GUACHICOL
Carlos Arce Macías
Mientras se discute en la Cámara de Diputados la reforma energética, continúo comentando algunos problemas de nuestra nacionalista industria del petróleo: hoy le toca al diesel.
El más serio problema que enfrenta el país, aunque no se reconozca, es la corrupción institucionalizada, a la que todo mundo se adapta y nadie respinga. Poco a poco, los ánimos para que las cosas cambien se van mermando, en tanto que la práctica de la tranza, se apodera de todos los espacios. Me referiré, a diferencia de muchos articulistas que miran desde arriba los procesos de construcción de una nueva realidad energética, a los problemas cotidianos que se sufren a “nivel de cancha”.
Un sistema importante en el desarrollo del país, es el del transporte terrestre. En el país hemos optado por el uso del transporte por carretera, superando con creces al ferroviario. Una gran parte del comercio se moviliza desde el Bajío, la Ciudad de México y su área conurbada, por la carretera 57, la vía del TLC, hacia Laredo y Reynosa. Unos de los cruces fronterizos de carga más dinámicos del mundo.
Y es el diesel, el combustible que moviliza los potentes motores de los tráileres mexicanos. En Europa, el uso de éste combustible ha evolucionado hasta convertirlo en “Diesel Premium” y ser utilizado no solo para vehículos de carga, sino para camionetas y automóviles, logrando alto rendimiento, a bajos precios y poca contaminación.
Pues bien, a diferencia de los europeos, nuestra patriótica industria ha conseguido desarrollar, con enorme pericia, mucho ingenio y harta corrupción, el peor combustible del mundo: el guachicol. Rudolf Diesel, el ingeniero francés inventor en 1895 de un motor que utilizaba una benzina más barata, quedaría anonadado de ver como los nobles motores de su invención, funcionan al límite de la ignición, con la más pobre y contaminante mezcla carburante.
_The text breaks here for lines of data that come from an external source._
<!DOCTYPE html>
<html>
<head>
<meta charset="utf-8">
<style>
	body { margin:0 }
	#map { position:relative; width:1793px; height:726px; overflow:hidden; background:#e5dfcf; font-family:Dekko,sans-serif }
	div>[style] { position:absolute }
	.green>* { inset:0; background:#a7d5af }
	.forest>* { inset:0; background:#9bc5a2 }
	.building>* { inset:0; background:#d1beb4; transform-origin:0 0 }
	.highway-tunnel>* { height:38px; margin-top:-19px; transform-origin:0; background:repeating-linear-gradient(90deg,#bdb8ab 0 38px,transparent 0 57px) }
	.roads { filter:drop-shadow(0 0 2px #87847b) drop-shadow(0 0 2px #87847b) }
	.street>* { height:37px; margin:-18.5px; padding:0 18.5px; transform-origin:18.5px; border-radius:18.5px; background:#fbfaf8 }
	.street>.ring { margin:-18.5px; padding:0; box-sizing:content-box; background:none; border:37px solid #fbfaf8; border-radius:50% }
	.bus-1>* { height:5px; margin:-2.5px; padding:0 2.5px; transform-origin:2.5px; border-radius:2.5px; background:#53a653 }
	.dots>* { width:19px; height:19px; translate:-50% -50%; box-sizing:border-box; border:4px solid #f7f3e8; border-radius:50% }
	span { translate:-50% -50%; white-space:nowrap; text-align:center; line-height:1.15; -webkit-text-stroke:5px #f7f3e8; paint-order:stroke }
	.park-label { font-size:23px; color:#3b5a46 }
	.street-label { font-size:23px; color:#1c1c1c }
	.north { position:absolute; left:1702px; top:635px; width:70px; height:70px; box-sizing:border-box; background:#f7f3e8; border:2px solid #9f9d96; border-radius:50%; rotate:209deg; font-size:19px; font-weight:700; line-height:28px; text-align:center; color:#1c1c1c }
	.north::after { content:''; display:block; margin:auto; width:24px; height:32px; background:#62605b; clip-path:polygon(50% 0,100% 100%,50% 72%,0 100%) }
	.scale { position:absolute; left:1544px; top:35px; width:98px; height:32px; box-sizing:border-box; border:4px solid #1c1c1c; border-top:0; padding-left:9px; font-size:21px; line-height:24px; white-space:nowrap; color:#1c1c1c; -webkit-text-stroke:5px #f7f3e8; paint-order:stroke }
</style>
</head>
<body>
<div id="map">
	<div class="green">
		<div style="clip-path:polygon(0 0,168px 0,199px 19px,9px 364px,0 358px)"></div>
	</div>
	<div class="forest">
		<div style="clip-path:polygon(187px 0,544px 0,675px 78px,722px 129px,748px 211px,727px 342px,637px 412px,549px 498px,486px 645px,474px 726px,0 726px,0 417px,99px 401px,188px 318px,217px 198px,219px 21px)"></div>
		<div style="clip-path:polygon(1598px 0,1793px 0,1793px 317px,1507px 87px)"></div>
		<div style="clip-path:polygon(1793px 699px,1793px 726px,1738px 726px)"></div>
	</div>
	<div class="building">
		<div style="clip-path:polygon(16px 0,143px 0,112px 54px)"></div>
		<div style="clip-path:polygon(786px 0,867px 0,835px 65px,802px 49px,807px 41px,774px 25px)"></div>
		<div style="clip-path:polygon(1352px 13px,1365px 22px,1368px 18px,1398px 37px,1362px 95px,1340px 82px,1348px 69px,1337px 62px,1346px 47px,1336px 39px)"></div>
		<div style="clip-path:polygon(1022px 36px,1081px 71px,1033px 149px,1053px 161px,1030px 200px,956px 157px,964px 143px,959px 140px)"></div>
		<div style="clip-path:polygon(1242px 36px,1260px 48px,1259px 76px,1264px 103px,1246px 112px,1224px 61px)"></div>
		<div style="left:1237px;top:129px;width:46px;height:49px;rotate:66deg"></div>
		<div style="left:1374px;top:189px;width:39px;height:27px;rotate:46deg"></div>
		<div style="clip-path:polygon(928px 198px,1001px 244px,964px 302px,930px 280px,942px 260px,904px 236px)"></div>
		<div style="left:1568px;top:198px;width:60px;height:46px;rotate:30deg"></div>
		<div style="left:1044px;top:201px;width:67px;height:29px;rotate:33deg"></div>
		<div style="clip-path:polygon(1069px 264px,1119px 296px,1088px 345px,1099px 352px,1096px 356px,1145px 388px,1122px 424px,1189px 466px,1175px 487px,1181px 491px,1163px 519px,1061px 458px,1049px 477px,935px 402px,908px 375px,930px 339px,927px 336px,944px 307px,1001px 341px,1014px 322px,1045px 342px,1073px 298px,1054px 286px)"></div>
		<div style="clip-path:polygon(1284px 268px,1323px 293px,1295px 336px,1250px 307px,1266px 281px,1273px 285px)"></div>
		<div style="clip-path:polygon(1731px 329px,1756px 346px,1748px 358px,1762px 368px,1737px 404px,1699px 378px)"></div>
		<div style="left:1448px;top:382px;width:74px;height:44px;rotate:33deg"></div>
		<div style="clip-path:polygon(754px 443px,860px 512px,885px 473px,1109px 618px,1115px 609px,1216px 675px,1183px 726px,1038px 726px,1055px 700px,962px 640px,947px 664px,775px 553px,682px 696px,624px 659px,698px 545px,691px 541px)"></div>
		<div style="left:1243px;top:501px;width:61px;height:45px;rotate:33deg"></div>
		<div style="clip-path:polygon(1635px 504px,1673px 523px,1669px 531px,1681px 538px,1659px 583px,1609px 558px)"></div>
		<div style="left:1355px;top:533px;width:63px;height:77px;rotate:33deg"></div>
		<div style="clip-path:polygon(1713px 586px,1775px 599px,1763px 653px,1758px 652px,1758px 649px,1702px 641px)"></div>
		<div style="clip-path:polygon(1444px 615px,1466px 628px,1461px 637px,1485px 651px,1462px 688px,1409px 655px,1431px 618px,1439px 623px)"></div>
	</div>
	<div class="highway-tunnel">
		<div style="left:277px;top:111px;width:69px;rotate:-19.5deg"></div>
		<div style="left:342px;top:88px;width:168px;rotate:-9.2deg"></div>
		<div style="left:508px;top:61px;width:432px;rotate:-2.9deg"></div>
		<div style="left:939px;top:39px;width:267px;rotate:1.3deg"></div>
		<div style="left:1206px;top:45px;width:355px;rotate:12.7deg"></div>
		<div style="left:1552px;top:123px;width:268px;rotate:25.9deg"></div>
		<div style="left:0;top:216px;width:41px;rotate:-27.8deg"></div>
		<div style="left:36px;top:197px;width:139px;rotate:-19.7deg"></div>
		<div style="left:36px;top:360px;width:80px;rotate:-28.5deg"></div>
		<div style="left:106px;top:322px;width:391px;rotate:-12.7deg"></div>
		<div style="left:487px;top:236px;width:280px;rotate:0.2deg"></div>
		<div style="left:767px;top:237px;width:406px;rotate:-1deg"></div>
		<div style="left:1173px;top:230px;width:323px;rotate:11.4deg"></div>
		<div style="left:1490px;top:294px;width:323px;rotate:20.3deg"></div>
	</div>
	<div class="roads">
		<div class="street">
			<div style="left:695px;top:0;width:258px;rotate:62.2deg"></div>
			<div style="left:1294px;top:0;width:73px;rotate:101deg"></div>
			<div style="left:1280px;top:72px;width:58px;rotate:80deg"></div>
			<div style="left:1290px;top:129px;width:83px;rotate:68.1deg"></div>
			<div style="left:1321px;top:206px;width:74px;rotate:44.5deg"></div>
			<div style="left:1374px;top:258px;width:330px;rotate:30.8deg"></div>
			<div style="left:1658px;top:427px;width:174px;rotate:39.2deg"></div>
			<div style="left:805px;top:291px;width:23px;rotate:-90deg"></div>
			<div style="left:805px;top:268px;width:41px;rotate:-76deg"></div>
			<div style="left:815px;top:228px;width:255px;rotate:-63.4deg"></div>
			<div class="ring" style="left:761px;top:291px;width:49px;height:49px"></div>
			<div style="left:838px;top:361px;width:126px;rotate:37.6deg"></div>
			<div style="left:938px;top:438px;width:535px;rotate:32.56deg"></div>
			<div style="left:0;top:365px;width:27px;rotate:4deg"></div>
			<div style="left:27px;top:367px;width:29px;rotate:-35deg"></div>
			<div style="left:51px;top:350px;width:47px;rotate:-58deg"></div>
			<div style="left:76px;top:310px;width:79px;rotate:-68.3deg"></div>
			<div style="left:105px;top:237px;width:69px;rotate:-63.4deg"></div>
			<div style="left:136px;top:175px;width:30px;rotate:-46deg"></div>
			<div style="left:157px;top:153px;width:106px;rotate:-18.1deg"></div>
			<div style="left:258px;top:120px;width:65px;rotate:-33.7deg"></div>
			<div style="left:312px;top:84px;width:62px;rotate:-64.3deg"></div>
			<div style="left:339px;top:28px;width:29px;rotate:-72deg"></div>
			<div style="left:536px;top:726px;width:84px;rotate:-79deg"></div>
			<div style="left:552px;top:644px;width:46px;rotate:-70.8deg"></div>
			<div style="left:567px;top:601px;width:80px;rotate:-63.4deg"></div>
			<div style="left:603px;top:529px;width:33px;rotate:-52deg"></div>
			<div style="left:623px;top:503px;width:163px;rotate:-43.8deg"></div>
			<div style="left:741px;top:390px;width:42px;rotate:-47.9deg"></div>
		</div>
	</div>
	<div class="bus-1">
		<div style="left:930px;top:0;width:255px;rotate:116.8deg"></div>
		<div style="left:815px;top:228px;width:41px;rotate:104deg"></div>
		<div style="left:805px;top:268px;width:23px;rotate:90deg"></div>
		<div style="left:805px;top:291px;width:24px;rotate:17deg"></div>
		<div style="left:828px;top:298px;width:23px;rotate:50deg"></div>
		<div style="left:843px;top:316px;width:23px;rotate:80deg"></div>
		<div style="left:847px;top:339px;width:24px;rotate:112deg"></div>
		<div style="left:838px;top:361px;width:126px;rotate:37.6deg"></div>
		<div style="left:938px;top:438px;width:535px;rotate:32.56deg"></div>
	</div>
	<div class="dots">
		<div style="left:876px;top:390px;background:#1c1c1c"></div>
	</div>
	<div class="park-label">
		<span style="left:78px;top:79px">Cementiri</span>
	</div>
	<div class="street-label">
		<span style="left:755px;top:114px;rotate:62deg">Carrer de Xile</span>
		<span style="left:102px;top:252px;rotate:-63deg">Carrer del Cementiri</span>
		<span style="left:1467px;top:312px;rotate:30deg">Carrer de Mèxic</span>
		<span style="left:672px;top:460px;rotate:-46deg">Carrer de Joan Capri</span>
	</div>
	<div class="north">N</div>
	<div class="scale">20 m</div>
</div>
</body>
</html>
El guachicol se consigue en pequeños establecimientos informales que se ubican a la orilla de las carreteras. Por desgracia, los choferes del autotransporte público federal de carga, los conocen muy bien. Y en esos changarros, disfrazados de talleres de talachas, se realiza el trueque de diesel bueno, que le es extraído al camión, por guachicol, formulado con diesel robado de los poliductos de PEMEX, mezclándolo con aceites vegetales y automotrices de deshecho. Una mezcla baratísima que se sustituye por el combustible original. Así, el chofer desleal gana unos cientos de pesos, a costa del mayor y más acelerado deterioro del motor, y de generar una contaminación cargada de elementos cancerígenos. Pero no importa, ser corrupto en nuestro país es bueno, y deja unos pesillos en la bolsa, de miles de choferes tranzas.
Pero no crean que todo para ahí. La industria guachicolera se ha desarrollado a ciencia y paciencia de PEMEX y las autoridades. El robo de combustible, es realizado por sus propios trabajadores o bajo su supervisión técnica. Desde las refinerías, se informa del horario de paso de los diversos combustibles por el ducto. Esto ha permitido que el guachicoleo se dispare a límites insospechados. Es un gran negocio, en el que ahora abreva el crimen organizado. Así, desde la corrupción imperante en la industria petrolera, se extiende la silenciosa pero efectiva mano de la putrefacción social, a la industria del transporte, ahogándola en el guachicol.
Remato la reflexión insistiendo en los costos sociales de haber permitido, durante décadas, ésta práctica. Nuestra permisiva actitud propicia daños a la salud (cáncer), al medio ambiente, y en la economía, la pérdida de competitividad por los costos de remplazo de motores y de vehículos.
El reto no es implementar una reforma energética, el reto es cambiar la anquilosada y egoísta mentalidad basada en la corrupción, que hemos tolerado y permitido los mexicanos.